# DESCRIPTION OF THE TASK
Every line below that holds the string "stop" should be copied.

GIVEN RECORDS Start Marker

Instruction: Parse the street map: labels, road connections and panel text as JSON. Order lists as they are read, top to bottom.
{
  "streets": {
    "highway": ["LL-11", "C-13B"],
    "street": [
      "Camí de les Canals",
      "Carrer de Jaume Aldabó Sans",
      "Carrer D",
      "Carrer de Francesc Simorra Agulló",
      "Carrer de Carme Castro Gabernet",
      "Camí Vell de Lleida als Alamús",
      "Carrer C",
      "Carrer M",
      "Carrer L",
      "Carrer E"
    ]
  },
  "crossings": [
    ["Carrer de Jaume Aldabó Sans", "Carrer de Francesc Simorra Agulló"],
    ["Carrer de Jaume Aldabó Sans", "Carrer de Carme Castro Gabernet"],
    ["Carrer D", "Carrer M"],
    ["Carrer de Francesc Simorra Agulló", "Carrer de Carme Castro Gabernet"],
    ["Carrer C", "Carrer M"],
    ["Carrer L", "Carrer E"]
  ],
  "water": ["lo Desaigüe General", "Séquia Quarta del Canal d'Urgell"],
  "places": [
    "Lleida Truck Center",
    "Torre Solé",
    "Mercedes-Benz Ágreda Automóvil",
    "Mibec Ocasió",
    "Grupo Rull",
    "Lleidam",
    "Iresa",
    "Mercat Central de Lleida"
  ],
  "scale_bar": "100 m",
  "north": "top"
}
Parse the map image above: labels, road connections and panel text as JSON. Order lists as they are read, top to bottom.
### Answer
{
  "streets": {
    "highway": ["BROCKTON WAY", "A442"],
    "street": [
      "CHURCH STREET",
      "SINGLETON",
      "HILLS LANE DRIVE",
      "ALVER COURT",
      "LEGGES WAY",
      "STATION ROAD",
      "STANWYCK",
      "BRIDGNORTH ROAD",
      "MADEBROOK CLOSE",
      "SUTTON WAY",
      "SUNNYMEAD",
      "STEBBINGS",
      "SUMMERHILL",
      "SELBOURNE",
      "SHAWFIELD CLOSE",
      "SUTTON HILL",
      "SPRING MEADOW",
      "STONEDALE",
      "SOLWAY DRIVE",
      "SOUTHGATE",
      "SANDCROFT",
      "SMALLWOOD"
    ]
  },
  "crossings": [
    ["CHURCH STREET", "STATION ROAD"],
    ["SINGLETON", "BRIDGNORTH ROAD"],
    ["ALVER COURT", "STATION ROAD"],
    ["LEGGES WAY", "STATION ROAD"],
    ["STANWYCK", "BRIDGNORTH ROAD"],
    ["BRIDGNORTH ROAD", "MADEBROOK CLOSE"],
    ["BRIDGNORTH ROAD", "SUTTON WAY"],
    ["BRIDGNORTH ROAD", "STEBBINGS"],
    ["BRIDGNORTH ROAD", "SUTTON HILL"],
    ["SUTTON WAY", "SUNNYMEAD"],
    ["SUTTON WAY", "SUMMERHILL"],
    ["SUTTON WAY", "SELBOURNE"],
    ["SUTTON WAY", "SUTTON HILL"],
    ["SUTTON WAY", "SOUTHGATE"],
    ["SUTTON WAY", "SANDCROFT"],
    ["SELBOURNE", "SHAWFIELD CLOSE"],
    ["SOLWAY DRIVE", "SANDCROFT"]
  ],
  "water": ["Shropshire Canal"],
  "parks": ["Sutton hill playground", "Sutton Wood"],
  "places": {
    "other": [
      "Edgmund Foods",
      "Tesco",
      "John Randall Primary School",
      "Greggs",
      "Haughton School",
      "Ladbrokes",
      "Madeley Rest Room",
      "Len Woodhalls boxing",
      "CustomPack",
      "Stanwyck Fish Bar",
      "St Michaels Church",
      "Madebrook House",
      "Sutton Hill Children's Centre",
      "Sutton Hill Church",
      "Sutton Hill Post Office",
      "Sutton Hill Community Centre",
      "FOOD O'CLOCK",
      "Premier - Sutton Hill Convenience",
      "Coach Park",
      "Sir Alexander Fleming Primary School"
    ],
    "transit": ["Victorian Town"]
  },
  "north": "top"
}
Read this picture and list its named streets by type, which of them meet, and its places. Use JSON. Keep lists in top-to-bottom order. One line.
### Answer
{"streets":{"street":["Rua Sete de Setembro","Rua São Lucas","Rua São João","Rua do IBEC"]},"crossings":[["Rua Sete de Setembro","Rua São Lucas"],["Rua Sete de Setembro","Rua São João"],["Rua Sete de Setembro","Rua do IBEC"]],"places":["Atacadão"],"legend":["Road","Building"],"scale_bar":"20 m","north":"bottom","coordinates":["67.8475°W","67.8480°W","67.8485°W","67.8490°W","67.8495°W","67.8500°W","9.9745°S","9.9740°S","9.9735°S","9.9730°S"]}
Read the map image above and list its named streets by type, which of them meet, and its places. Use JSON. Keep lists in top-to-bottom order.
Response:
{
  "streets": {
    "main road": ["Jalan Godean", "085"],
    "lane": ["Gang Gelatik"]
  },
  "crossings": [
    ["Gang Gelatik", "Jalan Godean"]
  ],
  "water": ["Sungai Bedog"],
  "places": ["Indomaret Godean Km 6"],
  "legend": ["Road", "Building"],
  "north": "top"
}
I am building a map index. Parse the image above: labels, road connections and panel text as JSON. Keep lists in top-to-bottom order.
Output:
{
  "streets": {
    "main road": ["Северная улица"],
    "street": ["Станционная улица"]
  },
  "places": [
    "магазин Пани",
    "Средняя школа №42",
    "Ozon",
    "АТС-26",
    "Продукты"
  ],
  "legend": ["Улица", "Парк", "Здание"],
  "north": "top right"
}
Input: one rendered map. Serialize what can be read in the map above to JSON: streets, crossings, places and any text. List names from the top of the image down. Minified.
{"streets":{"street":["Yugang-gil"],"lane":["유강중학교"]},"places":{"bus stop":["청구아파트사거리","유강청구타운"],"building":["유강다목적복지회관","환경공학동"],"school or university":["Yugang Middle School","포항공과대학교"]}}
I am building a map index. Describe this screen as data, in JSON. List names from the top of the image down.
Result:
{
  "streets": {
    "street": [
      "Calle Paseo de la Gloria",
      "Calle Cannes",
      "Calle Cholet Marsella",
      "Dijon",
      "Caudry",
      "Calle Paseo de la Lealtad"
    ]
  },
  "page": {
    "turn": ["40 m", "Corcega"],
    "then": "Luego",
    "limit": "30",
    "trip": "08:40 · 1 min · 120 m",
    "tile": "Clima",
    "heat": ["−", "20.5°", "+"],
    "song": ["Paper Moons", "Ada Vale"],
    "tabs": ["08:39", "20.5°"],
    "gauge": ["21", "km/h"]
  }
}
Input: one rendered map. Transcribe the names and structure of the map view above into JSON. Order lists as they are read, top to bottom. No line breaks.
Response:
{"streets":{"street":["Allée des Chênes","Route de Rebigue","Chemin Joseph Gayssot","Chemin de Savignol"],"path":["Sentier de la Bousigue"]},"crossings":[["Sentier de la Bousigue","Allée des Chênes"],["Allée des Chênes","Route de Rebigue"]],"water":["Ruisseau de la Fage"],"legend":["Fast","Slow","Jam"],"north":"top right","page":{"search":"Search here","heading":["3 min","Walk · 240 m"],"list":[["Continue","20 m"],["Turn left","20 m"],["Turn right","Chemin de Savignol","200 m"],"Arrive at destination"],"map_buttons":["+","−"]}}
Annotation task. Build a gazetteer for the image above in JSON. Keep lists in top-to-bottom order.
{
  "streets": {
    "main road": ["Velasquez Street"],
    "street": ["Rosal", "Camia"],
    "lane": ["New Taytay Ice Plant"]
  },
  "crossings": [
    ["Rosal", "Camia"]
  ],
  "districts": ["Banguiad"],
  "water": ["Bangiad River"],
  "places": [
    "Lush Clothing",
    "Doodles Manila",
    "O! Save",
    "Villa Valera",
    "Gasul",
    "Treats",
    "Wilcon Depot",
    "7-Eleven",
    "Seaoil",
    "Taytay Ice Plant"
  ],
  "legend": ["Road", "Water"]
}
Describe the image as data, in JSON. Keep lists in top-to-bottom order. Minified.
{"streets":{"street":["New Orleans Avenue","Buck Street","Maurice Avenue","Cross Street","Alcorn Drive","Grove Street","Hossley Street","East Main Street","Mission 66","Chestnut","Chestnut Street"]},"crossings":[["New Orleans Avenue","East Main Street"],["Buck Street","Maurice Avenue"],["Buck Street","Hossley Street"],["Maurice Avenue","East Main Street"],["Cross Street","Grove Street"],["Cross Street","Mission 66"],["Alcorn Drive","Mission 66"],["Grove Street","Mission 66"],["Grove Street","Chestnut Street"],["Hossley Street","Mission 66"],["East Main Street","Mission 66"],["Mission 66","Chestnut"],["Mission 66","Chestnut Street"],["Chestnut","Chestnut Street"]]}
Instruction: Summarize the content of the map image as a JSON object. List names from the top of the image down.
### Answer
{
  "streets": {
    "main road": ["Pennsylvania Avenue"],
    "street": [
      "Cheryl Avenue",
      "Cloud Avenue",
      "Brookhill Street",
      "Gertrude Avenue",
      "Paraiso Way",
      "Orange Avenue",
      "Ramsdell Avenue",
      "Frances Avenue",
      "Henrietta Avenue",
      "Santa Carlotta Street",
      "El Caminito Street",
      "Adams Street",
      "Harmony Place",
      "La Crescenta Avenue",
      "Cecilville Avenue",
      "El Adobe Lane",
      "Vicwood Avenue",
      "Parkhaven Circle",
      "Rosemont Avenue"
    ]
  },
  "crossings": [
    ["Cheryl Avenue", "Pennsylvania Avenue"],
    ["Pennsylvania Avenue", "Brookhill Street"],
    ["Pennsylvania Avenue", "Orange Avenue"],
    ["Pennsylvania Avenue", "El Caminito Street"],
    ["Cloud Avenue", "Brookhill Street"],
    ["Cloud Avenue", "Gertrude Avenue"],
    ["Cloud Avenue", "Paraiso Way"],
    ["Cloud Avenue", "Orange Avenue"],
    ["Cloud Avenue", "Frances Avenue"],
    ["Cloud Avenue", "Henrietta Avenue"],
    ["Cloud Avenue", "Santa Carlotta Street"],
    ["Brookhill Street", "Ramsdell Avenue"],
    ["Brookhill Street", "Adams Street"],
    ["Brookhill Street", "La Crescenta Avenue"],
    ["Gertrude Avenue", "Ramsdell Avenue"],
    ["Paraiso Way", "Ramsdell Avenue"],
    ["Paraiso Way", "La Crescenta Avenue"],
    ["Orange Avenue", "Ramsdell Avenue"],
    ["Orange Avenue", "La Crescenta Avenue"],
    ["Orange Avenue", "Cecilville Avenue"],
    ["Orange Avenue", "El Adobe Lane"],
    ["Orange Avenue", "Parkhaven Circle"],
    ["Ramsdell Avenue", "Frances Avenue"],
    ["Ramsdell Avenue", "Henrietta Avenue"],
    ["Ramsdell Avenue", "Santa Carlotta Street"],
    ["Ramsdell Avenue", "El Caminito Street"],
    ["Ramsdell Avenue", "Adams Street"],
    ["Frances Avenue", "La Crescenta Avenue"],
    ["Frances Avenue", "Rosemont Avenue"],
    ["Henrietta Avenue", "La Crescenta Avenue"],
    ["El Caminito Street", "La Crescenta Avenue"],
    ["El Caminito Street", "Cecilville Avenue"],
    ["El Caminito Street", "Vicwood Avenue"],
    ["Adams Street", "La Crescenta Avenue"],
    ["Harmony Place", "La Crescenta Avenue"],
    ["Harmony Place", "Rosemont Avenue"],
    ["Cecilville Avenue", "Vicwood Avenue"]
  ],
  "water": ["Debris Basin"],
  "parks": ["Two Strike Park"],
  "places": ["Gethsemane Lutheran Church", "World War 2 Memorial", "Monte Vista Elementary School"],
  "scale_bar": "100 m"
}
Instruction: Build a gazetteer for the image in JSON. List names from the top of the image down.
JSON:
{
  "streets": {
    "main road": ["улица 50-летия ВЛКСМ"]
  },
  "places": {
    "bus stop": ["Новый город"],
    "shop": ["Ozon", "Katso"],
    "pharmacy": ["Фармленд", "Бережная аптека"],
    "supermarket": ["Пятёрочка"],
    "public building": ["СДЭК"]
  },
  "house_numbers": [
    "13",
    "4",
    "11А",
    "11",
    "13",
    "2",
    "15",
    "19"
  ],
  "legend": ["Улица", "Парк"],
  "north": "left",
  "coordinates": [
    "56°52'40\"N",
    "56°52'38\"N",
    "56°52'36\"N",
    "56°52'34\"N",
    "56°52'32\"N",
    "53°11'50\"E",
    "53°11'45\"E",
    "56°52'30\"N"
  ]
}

GIVEN RECORDS End Marker

# PROBLEM SOLUTION
{"streets":{"street":["Yugang-gil"],"lane":["유강중학교"]},"places":{"bus stop":["청구아파트사거리","유강청구타운"],"building":["유강다목적복지회관","환경공학동"],"school or university":["Yugang Middle School","포항공과대학교"]}}
    "bus stop": ["Новый город"],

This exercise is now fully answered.